Problem details.
Only one stretch of the data below is wanted: the lines starting at the one with "position:relative; width:601px; height:1336px;" and ending at the one with "width:14px; height:14px; translate:-50%", both included, given again exactly.

Dataset entries:
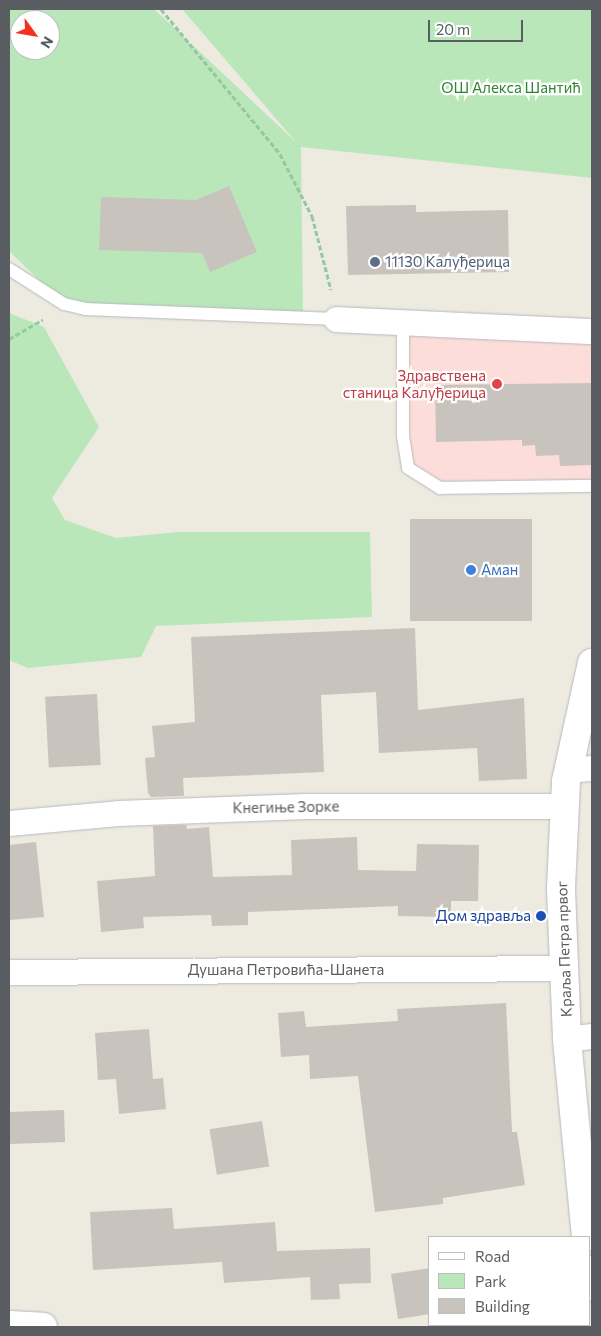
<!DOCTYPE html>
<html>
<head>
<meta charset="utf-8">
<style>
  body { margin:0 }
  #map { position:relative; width:601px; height:1336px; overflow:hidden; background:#edeae0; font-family:Commissioner,sans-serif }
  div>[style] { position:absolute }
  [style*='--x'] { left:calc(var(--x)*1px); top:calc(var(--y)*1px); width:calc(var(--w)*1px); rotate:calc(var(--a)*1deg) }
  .medical>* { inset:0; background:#fdddd9 }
  .green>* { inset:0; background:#bae7ba }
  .building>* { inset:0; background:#c8c4bd; transform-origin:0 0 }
  .path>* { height:3px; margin-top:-1.5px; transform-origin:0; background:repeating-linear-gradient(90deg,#93c8a2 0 5px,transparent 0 7.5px) }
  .roads { filter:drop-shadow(0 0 1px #b6b9be) drop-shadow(0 0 1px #b6b9be) }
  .service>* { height:12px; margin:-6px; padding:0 6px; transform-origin:6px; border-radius:6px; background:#fff }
  .minor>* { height:25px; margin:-12.5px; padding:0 12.5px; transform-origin:12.5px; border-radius:12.5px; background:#fff }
  .tertiary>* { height:28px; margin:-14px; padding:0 14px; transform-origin:14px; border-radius:14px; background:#fff }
  .dots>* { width:14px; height:14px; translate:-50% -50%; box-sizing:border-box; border:2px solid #fff; border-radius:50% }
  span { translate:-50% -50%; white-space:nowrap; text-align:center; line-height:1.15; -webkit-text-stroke:4.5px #fff; paint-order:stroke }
  .park-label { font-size:15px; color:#2e8532 }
  .service-label { font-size:15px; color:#4e5e75 }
  .left { translate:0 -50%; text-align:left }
  .health-label { font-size:15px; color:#be3a42 }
  .right { translate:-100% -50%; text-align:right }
  .shop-label { font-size:15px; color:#366cbe }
  .street-label { font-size:15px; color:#595d62 }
  .transit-label { font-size:15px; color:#164399 }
  .frame { position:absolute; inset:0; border:10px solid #595d62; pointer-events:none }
  .legend { position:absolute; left:428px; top:1236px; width:162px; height:90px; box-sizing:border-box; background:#fff; border:1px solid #bdbec0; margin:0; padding:6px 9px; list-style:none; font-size:15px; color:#595d62 }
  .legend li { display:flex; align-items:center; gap:10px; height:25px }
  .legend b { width:25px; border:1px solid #bdbec0 }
  .north { position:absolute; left:10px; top:10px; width:50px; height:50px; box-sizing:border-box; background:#fff; border:1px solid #bdbec0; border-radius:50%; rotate:122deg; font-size:14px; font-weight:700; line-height:20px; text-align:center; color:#595d62 }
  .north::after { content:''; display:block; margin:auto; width:18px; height:22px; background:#f5301e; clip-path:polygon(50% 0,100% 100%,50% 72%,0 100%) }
  .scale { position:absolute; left:428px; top:20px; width:95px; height:22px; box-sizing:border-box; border:2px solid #595d62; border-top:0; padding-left:6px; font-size:15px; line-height:18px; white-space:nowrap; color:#595d62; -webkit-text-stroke:4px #fff; paint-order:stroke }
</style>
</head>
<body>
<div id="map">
  <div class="medical">
    <div style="clip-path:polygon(403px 321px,592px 331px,592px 486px,440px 488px,408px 468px)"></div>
  </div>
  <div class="green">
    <div style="clip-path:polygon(evenodd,9px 9px,154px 9px,296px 142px,182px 9px,592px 9px,592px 178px,301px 147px,303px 318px,64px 304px,9px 251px,9px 9px,20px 20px,50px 20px,50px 50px,20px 50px,20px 20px)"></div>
    <div style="clip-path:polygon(9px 313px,44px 327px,99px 427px,52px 498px,65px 520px,116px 538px,178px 532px,370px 532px,372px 617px,156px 626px,141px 657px,28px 668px,9px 660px)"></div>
  </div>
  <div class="building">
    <div style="clip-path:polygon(229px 186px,257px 252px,210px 272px,202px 253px,99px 250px,101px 197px,196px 200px)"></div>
    <div style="clip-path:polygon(416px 205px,416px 212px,508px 210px,509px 272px,348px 275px,346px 206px)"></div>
    <div style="clip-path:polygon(592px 383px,592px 465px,560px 466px,559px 455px,536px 456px,535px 445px,522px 446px,522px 440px,436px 442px,435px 385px)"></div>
    <div style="left:410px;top:519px;width:122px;height:102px"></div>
    <div style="clip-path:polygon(415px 628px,418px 710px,524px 698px,527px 779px,479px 781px,477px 748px,379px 753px,376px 692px,321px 695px,324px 772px,183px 778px,184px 796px,151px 797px,148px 793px,145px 758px,155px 757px,152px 726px,195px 722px,191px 637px)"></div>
    <div style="left:97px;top:694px;width:71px;height:52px;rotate:87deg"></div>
    <div style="clip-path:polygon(186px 825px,187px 829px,209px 827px,213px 877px,292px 875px,291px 840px,357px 837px,358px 870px,416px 871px,417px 844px,479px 845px,478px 901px,451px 901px,451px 917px,398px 916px,398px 906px,248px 912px,248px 925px,212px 926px,211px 915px,143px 917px,144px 928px,101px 932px,97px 881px,155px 876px,153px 826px)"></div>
    <div style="clip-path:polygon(36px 842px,44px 917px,9px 920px,9px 845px)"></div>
    <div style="clip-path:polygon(506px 1003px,512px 1132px,517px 1132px,525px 1185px,443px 1198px,443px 1204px,375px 1212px,358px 1076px,310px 1079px,309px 1055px,281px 1057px,278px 1013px,304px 1011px,306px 1027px,398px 1021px,397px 1009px)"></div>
    <div style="clip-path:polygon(149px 1029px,153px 1079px,163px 1078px,166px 1109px,119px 1114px,116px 1079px,98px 1080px,95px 1033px)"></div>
    <div style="left:64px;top:1110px;width:32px;height:55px;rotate:88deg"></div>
    <div style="left:262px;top:1121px;width:46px;height:53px;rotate:81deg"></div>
    <div style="clip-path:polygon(172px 1208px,174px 1229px,275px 1222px,277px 1251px,370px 1248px,371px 1283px,339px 1284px,340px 1299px,311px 1300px,310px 1277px,224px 1283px,222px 1262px,93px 1270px,90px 1212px)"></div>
    <div style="clip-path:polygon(430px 1268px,430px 1314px,398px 1319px,391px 1274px)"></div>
  </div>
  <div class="path">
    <div style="--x:161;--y:9;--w:188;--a:50.6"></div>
    <div style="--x:280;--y:154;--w:70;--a:62.7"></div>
    <div style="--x:312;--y:216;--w:76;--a:75.6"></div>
    <div style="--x:9;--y:339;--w:39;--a:-30"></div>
  </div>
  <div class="roads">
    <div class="service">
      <div style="--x:9;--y:269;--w:65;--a:32.5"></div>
      <div style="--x:64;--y:304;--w:22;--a:13"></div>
      <div style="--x:85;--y:309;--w:251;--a:2.3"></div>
      <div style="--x:403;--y:321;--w:115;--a:90"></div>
      <div style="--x:403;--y:436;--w:32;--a:81"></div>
      <div style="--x:408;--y:468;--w:38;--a:32"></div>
      <div style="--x:440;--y:488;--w:152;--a:-0.8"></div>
    </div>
    <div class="minor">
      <div style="--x:336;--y:319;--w:256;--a:2.7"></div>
      <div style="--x:568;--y:770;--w:24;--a:-5"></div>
      <div style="--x:9;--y:823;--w:109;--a:-5.2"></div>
      <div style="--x:118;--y:813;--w:188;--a:-2.1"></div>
      <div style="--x:306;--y:806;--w:258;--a:0"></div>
      <div style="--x:9;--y:972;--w:554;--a:-0.41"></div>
      <div style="--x:567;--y:1039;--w:25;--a:-7"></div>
    </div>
    <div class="tertiary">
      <div style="--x:586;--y:1237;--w:199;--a:-95.5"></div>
      <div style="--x:567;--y:1039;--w:151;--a:-92.3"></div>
      <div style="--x:561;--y:888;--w:107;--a:-87.3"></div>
      <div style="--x:566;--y:781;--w:121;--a:-77.6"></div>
      <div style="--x:590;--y:1270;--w:17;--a:83"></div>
      <div style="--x:9;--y:1325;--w:34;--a:3"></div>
    </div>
  </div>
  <div class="dots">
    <div style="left:375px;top:262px;background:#5c6f8a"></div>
    <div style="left:497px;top:384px;background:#e0444e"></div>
    <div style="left:471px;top:570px;background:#3f7fe0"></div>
    <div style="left:541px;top:916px;background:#1a4fb4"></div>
  </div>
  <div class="park-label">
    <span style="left:511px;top:88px">ОШ Алекса Шантић</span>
  </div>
  <div class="service-label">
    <span class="left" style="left:385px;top:262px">11130 Калуђерица</span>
  </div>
  <div class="health-label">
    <span class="right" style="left:486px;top:384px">Здравствена<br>станица Калуђерица</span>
  </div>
  <div class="shop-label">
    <span class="left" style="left:481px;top:570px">Аман</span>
  </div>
  <div class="street-label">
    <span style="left:286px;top:807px;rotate:-1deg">Кнегиње Зорке</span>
    <span style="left:564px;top:949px;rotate:-92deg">Краља Петра првог</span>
    <span style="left:286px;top:970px">Душана Петровића-Шанета</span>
  </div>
  <div class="transit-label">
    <span class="right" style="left:531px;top:916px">Дом здравља</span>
  </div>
  <div class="frame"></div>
  <ul class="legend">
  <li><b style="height:6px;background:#fff"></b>Road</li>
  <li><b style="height:14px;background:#bae7ba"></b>Park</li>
  <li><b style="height:14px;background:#c8c4bd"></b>Building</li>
  </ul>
  <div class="north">N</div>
  <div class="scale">20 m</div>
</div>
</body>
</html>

Exercise answer.
  #map { position:relative; width:601px; height:1336px; overflow:hidden; background:#edeae0; font-family:Commissioner,sans-serif }
  div>[style] { position:absolute }
  [style*='--x'] { left:calc(var(--x)*1px); top:calc(var(--y)*1px); width:calc(var(--w)*1px); rotate:calc(var(--a)*1deg) }
  .medical>* { inset:0; background:#fdddd9 }
  .green>* { inset:0; background:#bae7ba }
  .building>* { inset:0; background:#c8c4bd; transform-origin:0 0 }
  .path>* { height:3px; margin-top:-1.5px; transform-origin:0; background:repeating-linear-gradient(90deg,#93c8a2 0 5px,transparent 0 7.5px) }
  .roads { filter:drop-shadow(0 0 1px #b6b9be) drop-shadow(0 0 1px #b6b9be) }
  .service>* { height:12px; margin:-6px; padding:0 6px; transform-origin:6px; border-radius:6px; background:#fff }
  .minor>* { height:25px; margin:-12.5px; padding:0 12.5px; transform-origin:12.5px; border-radius:12.5px; background:#fff }
  .tertiary>* { height:28px; margin:-14px; padding:0 14px; transform-origin:14px; border-radius:14px; background:#fff }
  .dots>* { width:14px; height:14px; translate:-50% -50%; box-sizing:border-box; border:2px solid #fff; border-radius:50% }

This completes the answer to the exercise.